La conduite automobile devient de plus en plus un exercice périlleux, éprouvant, stressant et parfois très frustrant.

Il nous faut prendre très au sérieux la sécurité automobile. Nous avons tendance à oublier les règles apprises, il y a plusieurs années, au cours de notre examen pour l’obtention de notre permis. Nous n’avons pas tous une mémoire d’éléphant pour nous souvenir de certains concepts de base requis pour une conduite sécuritaire.

Le présent

En général, on doit s’attendre à ce que les autres usagers des autoroutes ou routes fassent preuve, un tant soit peu, de discernement et de respect. Sans vouloir crier au loup ou même chercher des poux, on note que le respect du code de la route est sujet à caution et que l’empressement (et par conséquent la vitesse) devient un facteur à haut risque. Il faut appeler un chat, un chat. Les routes deviennent de moins en moins sécuritaires et surtout, lorsque nous faisons face à un temps de chien ou à un froid de canard.

Personne ne baye aux corneilles en attente de faire un arrêt. On s’empresse de filer le plus rapidement possible et détaler comme un lièvre. Je ne saute pas du coq-à-l’âne en affirmant que l’on est de moins en moins doux comme un agneau : on voit de plus en plus de rage au volant où des gens se dressent sur leurs ergots pour parfois des raisons non significatives. Quelle mouche les pique ? Pourquoi monter ainsi sur ses grands chevaux? Nom d’un chien!

C’est chouette une balade en voiture : toutefois celle-ci peut prendre une autre tournure avec le comportement de certains automobilistes. Faire face à un embouteillage, où on circule lentement comme un escargot ou tassé comme des sardines, se voit de plus en plus fréquemment surtout sur l’autoroute des Laurentides. On porte moins attention à ce qui se passe, mais on agit comme des lions en cage. La patience devient vachement un élément important pour conserver son sang-froid. « Il est anormal que l’on empile les gens en hauteur dans des tours d’habitation pour ensuite les allonger en longueur dans les embouteillages », a dit Jean Yanne.

Le futur

Franchement, on se doit de prendre le taureau par les cornes et cesser de ménager la chèvre et le chou en continuant à introduire des publicités sur la sécurité automobile qui vont faire mouche et vont vraiment influencer le comportement des conducteurs. Il faut arrêter de faire l’autruche, noyer le poisson ou agir en poule mouillée devant la vitesse excessive et parfois erratique de certains chauffeurs. Nous devons tuer dans l’œuf toute récidive liée à l’abus d’alcool au volant. Il faut être à cheval sur les principes de bonne conduite et cesser de jouer au chat et à la souris avec les écarts. Gilbert Cesbron a affirmé « quoi qu’il semble, il y a beaucoup moins de gens qui abîment leur voiture que des gens que leur voiture abîme ».

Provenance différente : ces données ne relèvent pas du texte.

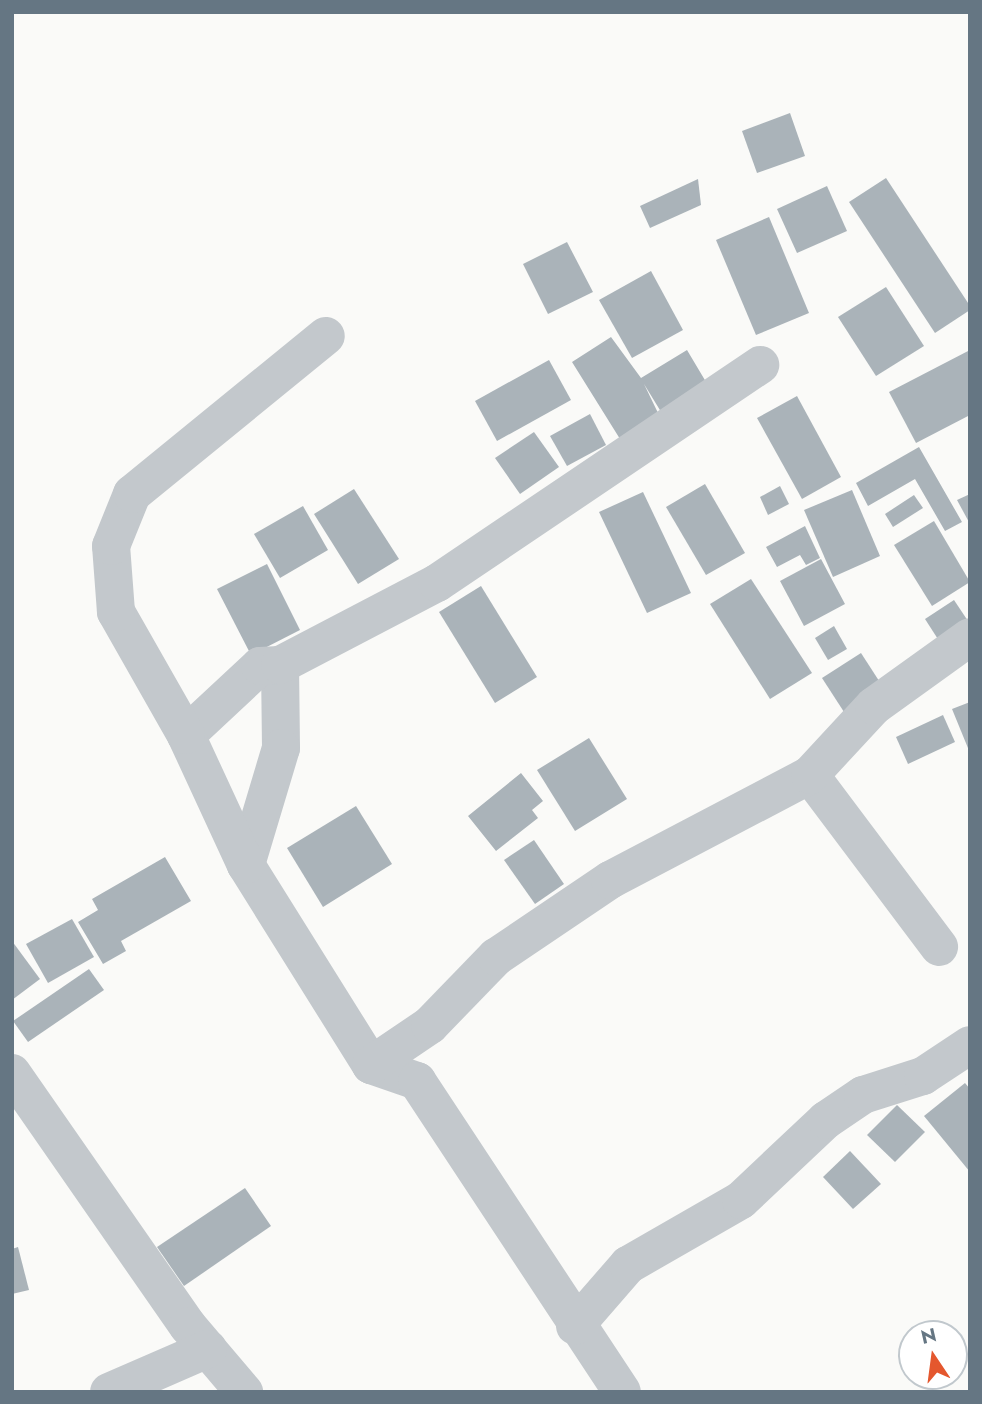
<!DOCTYPE html>
<style>
body{margin:0}
#map{position:relative;width:982px;height:1404px;overflow:hidden;background:#fafaf8;font-family:Jost,sans-serif}
div>[style]{position:absolute}
.building>*{inset:0;background:#aab3b9}
.minor>*{height:38px;margin:-19px;padding:0 19px;transform-origin:19px;border-radius:19px;background:#c3c8cc}
span{translate:-50% -50%;white-space:nowrap;text-align:center;line-height:1.15;-webkit-text-stroke:7px #fff;paint-order:stroke}
.frame{position:absolute;inset:0;border:14px solid #657683;pointer-events:none}
.north{position:absolute;left:898px;top:1320px;width:70px;height:70px;box-sizing:border-box;background:#fff;border:2px solid #c1c8cd;border-radius:50%;rotate:347deg;font-size:19px;font-weight:700;line-height:28px;text-align:center;color:#657683}
.north::after{content:'';display:block;margin:auto;width:24px;height:32px;background:#e4572e;clip-path:polygon(50% 0,100% 100%,50% 72%,0 100%)}
</style>
<div id="map">
<div class="building">
<div style="clip-path:polygon(790px 113px,805px 156px,757px 173px,742px 131px)"></div>
<div style="clip-path:polygon(886px 178px,970px 306px,970px 310px,935px 333px,849px 202px)"></div>
<div style="clip-path:polygon(698px 179px,701px 205px,650px 228px,640px 206px)"></div>
<div style="clip-path:polygon(827px 186px,847px 231px,797px 253px,777px 209px)"></div>
<div style="clip-path:polygon(769px 217px,809px 313px,756px 335px,716px 240px)"></div>
<div style="clip-path:polygon(567px 242px,593px 292px,548px 314px,523px 264px)"></div>
<div style="clip-path:polygon(651px 271px,683px 330px,632px 358px,599px 300px)"></div>
<div style="clip-path:polygon(886px 287px,924px 346px,876px 376px,838px 317px)"></div>
<div style="clip-path:polygon(611px 337px,641px 378px,687px 350px,712px 392px,666px 420px,644px 384px,659px 415px,620px 439px,572px 362px)"></div>
<div style="clip-path:polygon(970px 350px,970px 415px,916px 443px,889px 392px)"></div>
<div style="clip-path:polygon(549px 360px,571px 400px,497px 441px,475px 401px)"></div>
<div style="clip-path:polygon(797px 396px,841px 477px,802px 499px,757px 418px)"></div>
<div style="clip-path:polygon(590px 414px,606px 445px,567px 466px,550px 436px)"></div>
<div style="clip-path:polygon(534px 432px,559px 467px,520px 494px,495px 458px)"></div>
<div style="clip-path:polygon(919px 447px,962px 522px,945px 531px,915px 479px,868px 506px,856px 483px)"></div>
<div style="clip-path:polygon(705px 484px,745px 553px,706px 575px,666px 507px)"></div>
<div style="clip-path:polygon(780px 486px,789px 504px,768px 515px,760px 497px)"></div>
<div style="clip-path:polygon(354px 489px,399px 559px,358px 584px,314px 514px)"></div>
<div style="clip-path:polygon(852px 490px,880px 556px,833px 577px,804px 510px)"></div>
<div style="clip-path:polygon(643px 492px,691px 593px,647px 613px,599px 512px)"></div>
<div style="clip-path:polygon(970px 494px,970px 524px,957px 500px)"></div>
<div style="clip-path:polygon(914px 495px,923px 508px,893px 527px,885px 514px)"></div>
<div style="clip-path:polygon(303px 506px,328px 550px,280px 578px,254px 534px)"></div>
<div style="clip-path:polygon(934px 521px,970px 582px,932px 606px,894px 545px)"></div>
<div style="clip-path:polygon(805px 526px,820px 558px,806px 565px,800px 555px,777px 567px,766px 547px)"></div>
<div style="clip-path:polygon(821px 559px,845px 604px,804px 626px,780px 581px)"></div>
<div style="clip-path:polygon(267px 564px,300px 630px,251px 655px,217px 589px)"></div>
<div style="clip-path:polygon(751px 579px,812px 673px,770px 699px,710px 604px)"></div>
<div style="clip-path:polygon(481px 586px,537px 677px,495px 703px,439px 612px)"></div>
<div style="clip-path:polygon(954px 600px,970px 624px,943px 647px,925px 619px)"></div>
<div style="clip-path:polygon(834px 626px,847px 649px,828px 660px,815px 638px)"></div>
<div style="clip-path:polygon(861px 653px,883px 687px,844px 712px,822px 678px)"></div>
<div style="clip-path:polygon(970px 702px,970px 753px,952px 709px)"></div>
<div style="clip-path:polygon(943px 715px,955px 742px,908px 764px,896px 737px)"></div>
<div style="clip-path:polygon(589px 738px,627px 799px,575px 831px,537px 770px)"></div>
<div style="clip-path:polygon(521px 773px,543px 801px,532px 810px,538px 818px,496px 851px,468px 816px)"></div>
<div style="clip-path:polygon(356px 806px,392px 864px,323px 907px,287px 848px)"></div>
<div style="clip-path:polygon(534px 840px,564px 884px,535px 904px,504px 860px)"></div>
<div style="clip-path:polygon(165px 857px,191px 901px,121px 941px,126px 951px,103px 964px,78px 922px,98px 910px,92px 899px)"></div>
<div style="clip-path:polygon(72px 919px,94px 957px,48px 983px,26px 944px)"></div>
<div style="clip-path:polygon(12px 941px,40px 979px,12px 1000px)"></div>
<div style="clip-path:polygon(89px 969px,104px 990px,28px 1042px,13px 1021px)"></div>
<div style="clip-path:polygon(965px 1083px,970px 1089px,970px 1172px,924px 1116px)"></div>
<div style="clip-path:polygon(897px 1105px,925px 1132px,895px 1162px,867px 1135px)"></div>
<div style="clip-path:polygon(850px 1151px,881px 1184px,853px 1209px,823px 1177px)"></div>
<div style="clip-path:polygon(245px 1188px,271px 1226px,184px 1286px,157px 1247px)"></div>
<div style="clip-path:polygon(18px 1247px,29px 1290px,12px 1294px,12px 1249px)"></div>
</div>
<div class="minor">
<div style="left:280px;top:665px;width:83px;rotate:89.3deg"></div>
<div style="left:281px;top:748px;width:122px;rotate:106.7deg"></div>
<div style="left:246px;top:865px;width:236px;rotate:58deg"></div>
<div style="left:371px;top:1065px;width:49px;rotate:19.2deg"></div>
<div style="left:417px;top:1081px;width:372px;rotate:56.6deg"></div>
<div style="left:186px;top:735px;width:101px;rotate:-43deg"></div>
<div style="left:260px;top:666px;width:20px;rotate:-3deg"></div>
<div style="left:280px;top:665px;width:177px;rotate:-27.6deg"></div>
<div style="left:437px;top:583px;width:390px;rotate:-34deg"></div>
<div style="left:810px;top:775px;width:215px;rotate:53.1deg"></div>
<div style="left:246px;top:865px;width:143px;rotate:-114.8deg"></div>
<div style="left:186px;top:735px;width:142px;rotate:-119.6deg"></div>
<div style="left:116px;top:612px;width:66px;rotate:-94.3deg"></div>
<div style="left:111px;top:546px;width:56px;rotate:-68deg"></div>
<div style="left:132px;top:494px;width:250px;rotate:-39.2deg"></div>
<div style="left:371px;top:1065px;width:71px;rotate:-34.1deg"></div>
<div style="left:430px;top:1025px;width:95px;rotate:-45.9deg"></div>
<div style="left:496px;top:957px;width:138px;rotate:-34deg"></div>
<div style="left:610px;top:880px;width:226px;rotate:-27.7deg"></div>
<div style="left:810px;top:775px;width:94px;rotate:-47.2deg"></div>
<div style="left:874px;top:706px;width:118px;rotate:-35.7deg"></div>
<div style="left:12px;top:1073px;width:308px;rotate:55.2deg"></div>
<div style="left:188px;top:1326px;width:87px;rotate:49.7deg"></div>
<div style="left:575px;top:1326px;width:81px;rotate:-49deg"></div>
<div style="left:628px;top:1265px;width:130px;rotate:-29.9deg"></div>
<div style="left:741px;top:1200px;width:117px;rotate:-43.3deg"></div>
<div style="left:826px;top:1120px;width:45px;rotate:-34deg"></div>
<div style="left:863px;top:1095px;width:63px;rotate:-17.6deg"></div>
<div style="left:923px;top:1076px;width:56px;rotate:-33.4deg"></div>
<div style="left:109px;top:1392px;width:108px;rotate:-23.5deg"></div>
</div>
<div class="frame"></div>
<div class="north">N</div>
</div>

Car ce n’est pas demain que le tout va diminuer : près de trois voitures sont produites et vendues à la seconde et 695 000 kilomètres de nouvelles routes sont construits de par le monde chaque année. La conduite automobile exige d’être futé comme un renard et nécessite des savoirs comme un vieux loup de mer : savoir le code la route, du savoir-vivre et savoir-être.